• **WORK INSTRUCTION**: Within the entries below, the lines from the one with "transform-origin:4.5px; border-radius:4.5px; background:#aab5b1" through the one with "filter:drop-shadow(2px 0 #1f3d34)" are to be set down exactly, both ends kept.

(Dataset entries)
Segment Open

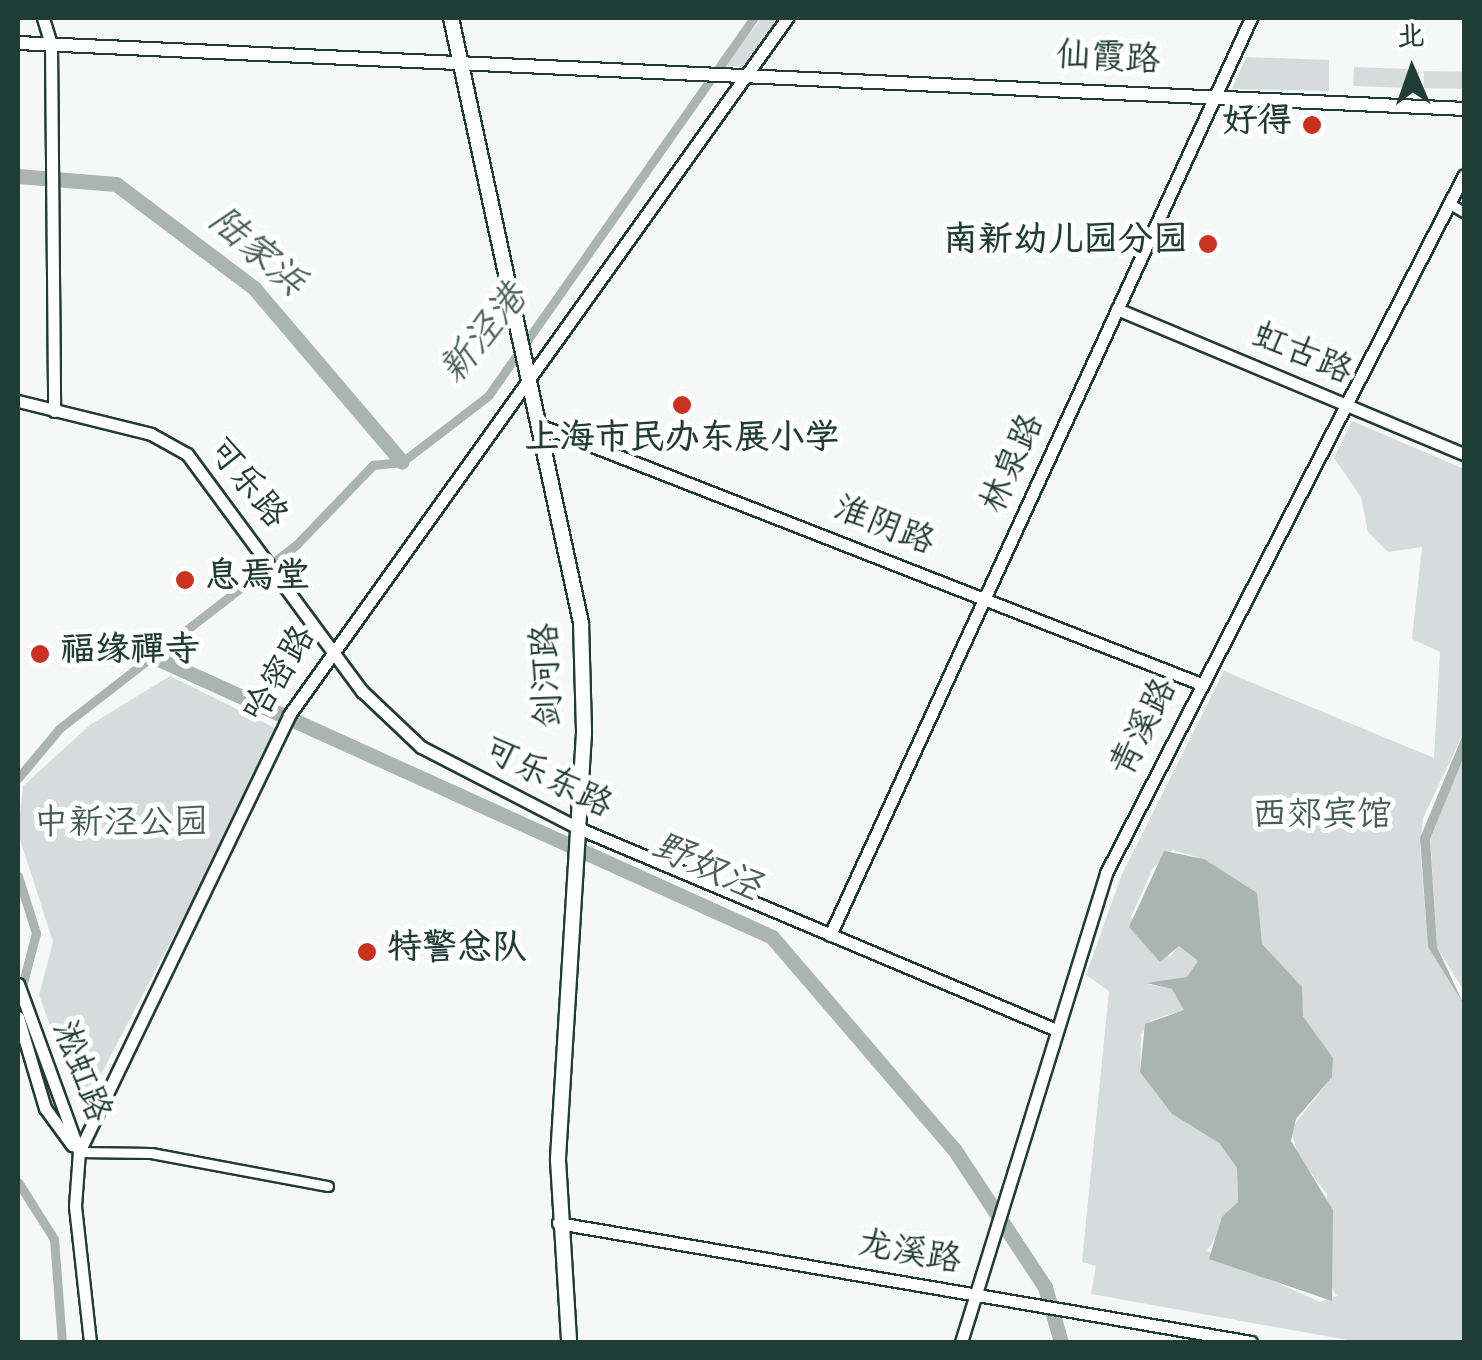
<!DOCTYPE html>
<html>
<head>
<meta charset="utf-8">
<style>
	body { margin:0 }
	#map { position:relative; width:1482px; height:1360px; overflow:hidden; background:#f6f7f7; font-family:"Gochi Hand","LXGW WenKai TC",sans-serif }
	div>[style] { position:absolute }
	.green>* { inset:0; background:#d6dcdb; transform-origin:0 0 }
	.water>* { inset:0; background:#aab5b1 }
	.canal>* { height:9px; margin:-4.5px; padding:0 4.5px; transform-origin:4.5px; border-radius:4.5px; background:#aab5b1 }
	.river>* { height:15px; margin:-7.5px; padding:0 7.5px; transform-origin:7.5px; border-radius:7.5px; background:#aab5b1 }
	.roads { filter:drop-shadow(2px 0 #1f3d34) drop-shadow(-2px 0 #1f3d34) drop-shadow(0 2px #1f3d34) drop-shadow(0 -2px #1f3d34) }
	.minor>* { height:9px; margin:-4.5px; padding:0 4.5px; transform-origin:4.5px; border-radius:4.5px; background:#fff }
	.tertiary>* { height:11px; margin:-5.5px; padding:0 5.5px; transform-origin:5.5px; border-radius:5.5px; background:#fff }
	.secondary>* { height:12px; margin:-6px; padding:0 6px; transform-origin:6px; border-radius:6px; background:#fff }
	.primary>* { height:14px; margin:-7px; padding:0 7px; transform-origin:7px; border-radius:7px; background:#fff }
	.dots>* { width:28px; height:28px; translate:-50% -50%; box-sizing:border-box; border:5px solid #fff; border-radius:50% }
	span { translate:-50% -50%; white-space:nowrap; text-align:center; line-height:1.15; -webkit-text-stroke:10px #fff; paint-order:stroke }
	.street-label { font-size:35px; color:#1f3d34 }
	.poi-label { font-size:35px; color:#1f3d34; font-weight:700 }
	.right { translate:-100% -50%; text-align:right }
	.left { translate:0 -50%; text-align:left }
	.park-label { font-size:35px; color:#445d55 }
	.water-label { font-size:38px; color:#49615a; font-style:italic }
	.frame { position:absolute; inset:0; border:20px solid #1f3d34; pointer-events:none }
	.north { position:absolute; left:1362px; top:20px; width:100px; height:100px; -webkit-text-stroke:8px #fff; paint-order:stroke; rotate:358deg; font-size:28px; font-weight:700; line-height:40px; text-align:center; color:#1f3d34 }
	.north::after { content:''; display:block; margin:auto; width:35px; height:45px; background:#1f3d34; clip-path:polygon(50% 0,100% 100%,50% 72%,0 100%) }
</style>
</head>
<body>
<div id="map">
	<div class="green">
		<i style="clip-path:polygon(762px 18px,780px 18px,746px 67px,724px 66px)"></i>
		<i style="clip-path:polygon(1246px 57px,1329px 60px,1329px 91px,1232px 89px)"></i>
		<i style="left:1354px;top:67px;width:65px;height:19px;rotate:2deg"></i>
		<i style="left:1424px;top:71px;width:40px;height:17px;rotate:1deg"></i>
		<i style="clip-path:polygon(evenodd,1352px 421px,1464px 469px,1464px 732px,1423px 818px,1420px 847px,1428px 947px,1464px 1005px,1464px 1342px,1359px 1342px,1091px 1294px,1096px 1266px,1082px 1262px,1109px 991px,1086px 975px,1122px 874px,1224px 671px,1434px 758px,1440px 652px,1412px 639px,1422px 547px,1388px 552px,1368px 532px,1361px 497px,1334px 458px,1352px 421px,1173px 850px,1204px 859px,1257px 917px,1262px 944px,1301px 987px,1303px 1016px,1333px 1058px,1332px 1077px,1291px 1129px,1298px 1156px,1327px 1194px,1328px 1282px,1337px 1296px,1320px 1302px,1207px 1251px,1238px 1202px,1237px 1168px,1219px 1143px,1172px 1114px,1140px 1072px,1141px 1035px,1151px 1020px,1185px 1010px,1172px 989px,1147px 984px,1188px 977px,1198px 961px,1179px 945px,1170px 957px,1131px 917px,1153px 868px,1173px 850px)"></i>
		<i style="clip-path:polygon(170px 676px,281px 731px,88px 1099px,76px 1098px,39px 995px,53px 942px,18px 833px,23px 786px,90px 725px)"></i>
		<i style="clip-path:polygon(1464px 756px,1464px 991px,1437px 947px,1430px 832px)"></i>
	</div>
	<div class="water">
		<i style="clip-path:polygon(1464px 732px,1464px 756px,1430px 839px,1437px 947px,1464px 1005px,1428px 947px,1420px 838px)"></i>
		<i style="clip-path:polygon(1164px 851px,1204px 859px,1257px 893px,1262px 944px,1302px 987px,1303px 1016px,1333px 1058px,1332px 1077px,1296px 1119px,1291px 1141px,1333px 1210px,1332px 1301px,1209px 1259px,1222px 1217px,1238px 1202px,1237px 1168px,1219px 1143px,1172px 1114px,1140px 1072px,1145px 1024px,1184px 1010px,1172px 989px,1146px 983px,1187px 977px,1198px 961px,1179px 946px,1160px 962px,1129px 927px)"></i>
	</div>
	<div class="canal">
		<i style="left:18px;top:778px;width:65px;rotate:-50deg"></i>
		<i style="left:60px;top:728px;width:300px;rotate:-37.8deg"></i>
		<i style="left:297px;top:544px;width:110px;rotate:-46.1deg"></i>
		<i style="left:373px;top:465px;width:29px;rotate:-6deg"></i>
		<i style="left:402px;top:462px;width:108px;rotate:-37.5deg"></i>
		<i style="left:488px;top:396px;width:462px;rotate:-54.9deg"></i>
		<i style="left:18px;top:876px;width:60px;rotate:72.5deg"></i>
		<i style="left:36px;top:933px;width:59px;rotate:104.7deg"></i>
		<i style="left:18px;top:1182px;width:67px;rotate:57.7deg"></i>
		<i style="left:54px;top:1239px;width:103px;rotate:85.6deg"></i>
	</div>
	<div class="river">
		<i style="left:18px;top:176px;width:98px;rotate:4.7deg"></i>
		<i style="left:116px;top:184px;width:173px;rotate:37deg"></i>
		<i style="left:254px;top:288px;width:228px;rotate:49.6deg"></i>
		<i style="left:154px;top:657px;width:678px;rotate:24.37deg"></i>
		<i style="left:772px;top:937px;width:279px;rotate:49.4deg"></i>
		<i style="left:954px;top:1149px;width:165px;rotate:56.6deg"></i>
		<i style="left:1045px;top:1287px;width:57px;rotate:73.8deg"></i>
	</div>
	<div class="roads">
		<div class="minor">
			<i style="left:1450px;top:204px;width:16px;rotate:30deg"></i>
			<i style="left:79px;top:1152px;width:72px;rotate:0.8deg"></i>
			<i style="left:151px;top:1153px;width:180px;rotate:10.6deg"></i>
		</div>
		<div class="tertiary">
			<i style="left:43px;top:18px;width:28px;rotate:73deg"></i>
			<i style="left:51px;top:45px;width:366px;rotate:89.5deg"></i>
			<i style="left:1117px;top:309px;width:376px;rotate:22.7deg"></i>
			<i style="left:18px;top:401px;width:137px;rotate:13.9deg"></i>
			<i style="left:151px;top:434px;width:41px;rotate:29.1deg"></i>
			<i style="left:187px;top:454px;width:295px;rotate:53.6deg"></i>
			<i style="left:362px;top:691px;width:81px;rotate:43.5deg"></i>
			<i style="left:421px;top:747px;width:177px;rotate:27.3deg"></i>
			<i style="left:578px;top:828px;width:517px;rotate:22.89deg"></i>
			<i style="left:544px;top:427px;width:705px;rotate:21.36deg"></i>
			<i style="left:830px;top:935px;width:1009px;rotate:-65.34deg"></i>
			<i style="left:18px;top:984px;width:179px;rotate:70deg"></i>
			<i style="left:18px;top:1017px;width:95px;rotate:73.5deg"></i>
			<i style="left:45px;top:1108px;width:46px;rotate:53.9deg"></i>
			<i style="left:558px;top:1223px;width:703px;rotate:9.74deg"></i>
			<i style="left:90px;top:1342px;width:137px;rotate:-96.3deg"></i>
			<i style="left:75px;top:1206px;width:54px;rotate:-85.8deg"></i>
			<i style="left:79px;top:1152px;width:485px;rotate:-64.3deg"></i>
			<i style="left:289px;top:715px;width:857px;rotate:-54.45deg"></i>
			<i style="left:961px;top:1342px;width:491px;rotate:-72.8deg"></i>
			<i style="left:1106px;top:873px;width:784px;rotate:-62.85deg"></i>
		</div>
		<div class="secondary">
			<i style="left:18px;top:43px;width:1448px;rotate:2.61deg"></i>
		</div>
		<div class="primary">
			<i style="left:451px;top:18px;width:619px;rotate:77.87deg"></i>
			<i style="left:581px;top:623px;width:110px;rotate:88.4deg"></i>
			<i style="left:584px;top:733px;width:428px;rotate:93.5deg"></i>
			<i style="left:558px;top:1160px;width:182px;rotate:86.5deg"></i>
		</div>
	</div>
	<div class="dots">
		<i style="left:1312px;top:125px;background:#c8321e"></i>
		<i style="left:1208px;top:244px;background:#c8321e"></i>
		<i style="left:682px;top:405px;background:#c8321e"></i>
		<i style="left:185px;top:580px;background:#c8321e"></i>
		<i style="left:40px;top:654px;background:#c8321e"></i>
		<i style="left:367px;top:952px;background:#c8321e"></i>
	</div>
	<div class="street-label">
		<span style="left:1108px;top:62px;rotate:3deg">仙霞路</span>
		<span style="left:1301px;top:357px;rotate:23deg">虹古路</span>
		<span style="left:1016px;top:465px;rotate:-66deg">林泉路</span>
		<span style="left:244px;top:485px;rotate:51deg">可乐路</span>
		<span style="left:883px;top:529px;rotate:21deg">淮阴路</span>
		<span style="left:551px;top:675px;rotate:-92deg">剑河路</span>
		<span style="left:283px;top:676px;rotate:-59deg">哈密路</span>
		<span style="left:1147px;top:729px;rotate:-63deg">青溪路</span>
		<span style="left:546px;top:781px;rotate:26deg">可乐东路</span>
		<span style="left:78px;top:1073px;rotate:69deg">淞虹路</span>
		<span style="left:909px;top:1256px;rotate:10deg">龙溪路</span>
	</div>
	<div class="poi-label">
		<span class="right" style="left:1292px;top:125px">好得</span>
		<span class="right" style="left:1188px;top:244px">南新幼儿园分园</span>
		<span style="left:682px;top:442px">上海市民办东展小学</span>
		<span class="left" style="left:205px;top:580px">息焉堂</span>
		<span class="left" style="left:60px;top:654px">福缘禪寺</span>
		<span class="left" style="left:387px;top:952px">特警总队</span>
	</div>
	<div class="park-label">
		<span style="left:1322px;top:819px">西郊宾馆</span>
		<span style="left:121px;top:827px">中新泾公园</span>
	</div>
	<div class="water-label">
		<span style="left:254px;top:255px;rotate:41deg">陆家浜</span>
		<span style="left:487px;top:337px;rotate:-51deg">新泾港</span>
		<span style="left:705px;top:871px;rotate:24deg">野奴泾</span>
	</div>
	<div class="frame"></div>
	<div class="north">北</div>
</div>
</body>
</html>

Segment Closed

• **RESPONSE BELOW**:
	.canal>* { height:9px; margin:-4.5px; padding:0 4.5px; transform-origin:4.5px; border-radius:4.5px; background:#aab5b1 }
	.river>* { height:15px; margin:-7.5px; padding:0 7.5px; transform-origin:7.5px; border-radius:7.5px; background:#aab5b1 }
	.roads { filter:drop-shadow(2px 0 #1f3d34) drop-shadow(-2px 0 #1f3d34) drop-shadow(0 2px #1f3d34) drop-shadow(0 -2px #1f3d34) }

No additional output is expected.